1902 Encyclopedia > Architecture > Greek Theatres. Private Houses. Fortifications. Building Materials.

Architecture
(Part 61)



Greek Theatres. Private Houses. Fortifications. Building Materials.

THEATRES – The Greek theatre deserves a short, notice. It was entirely different from ours, having neither pit, boxes, nor roof, except the usual velarium, as a protection from the sun. Its plan was somewhat more than a semicircle, having seats cut out of the side of some hill convenient for the purpose. Round the top was a colonnade, and at the back of the stage was the scena. This and the colonnade combined in an artistic way, must have formed a very effective composition. At first the theatres were of wood; the first of stone, at Athens, having been built , it is said, about the middle of the 4th century. Vitruvius makes some very singular statements as to the acoustic details of the theatres, but they have not been verified, and are not, in fact, quite understood. The theatres at Argos and Ephesus were 450 and 600 feet in diameter respectively, whereas Covent Garden Theatre, London, including the corridors, in only 100 feet.

HOUSES, &c. – No remains exist of the domestic structures of the Greeks. It may be taken for granted that the houses were less extensive than those of the Romans, as they were a poorer and less luxurious people; but the exquisite beauty of form and decoration which pervades every article of Greek origin, whether coin, medallion, vase, implement of war or husbandry, or even the meanest article of domestic or personal use, is evidence of the fine taste with which their mansions must have been furnished.

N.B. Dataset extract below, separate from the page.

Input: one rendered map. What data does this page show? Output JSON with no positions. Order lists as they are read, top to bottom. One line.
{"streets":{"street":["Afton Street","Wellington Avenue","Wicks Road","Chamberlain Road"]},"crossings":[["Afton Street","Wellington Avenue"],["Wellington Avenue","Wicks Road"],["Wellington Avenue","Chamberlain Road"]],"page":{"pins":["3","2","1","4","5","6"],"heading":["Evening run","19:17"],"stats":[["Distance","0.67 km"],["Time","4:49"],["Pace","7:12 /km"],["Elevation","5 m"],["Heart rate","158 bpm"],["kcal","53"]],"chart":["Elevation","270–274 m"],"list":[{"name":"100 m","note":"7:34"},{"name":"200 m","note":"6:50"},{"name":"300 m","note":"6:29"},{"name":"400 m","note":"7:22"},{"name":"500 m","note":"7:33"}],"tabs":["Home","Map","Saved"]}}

FORTIFICATIONS – We have large remains of fortifications in Lycia, though few in Greece proper. They are not so picturesque as the mediaeval, nor we may say, as the Assyrian. They were massively built of masonry, with square towers at intervals, furnished sometimes with a pediment, sometimes with battlements. The doors and windows on the upper floor are still found at Alinda, in Caria. The Greek shield was often sculptured as hung on the walls. A bas-relief from Pinara, in Lycia, gives a complete sketch of the walls, with circular-topped battlements, a postern gate, and various openings, all square-headed; and a door is shown paneled, like our doors.

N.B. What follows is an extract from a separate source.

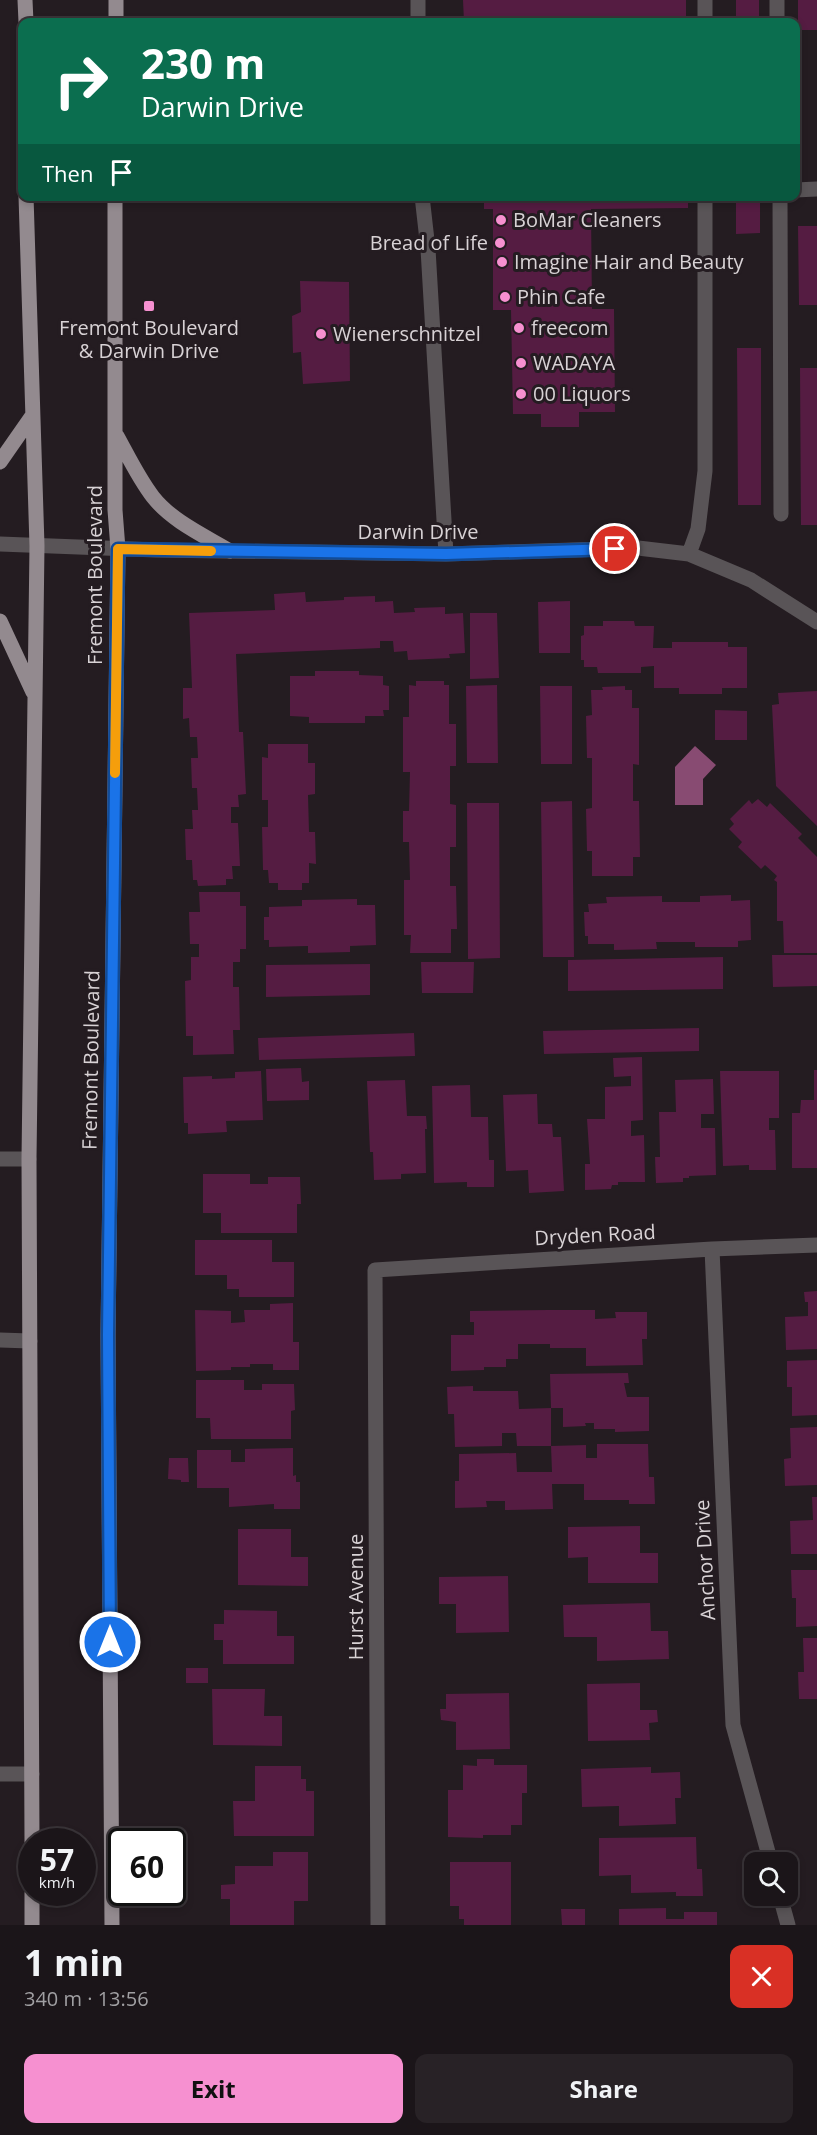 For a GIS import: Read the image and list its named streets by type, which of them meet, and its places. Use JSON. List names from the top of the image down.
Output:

BUILDING MATERIALS -- In the construction of their edifices the Greeks seldom, if ever, had recourse to foreign materials – the stone used in their temples being almost invariably from the nearest convenient quarries which supplied it of sufficiency good quality. The structures of Athens are built of marble, from the quarries of Pentelicus, and those of Agrigentum, of a fossil conglomerate which the place itself furnished.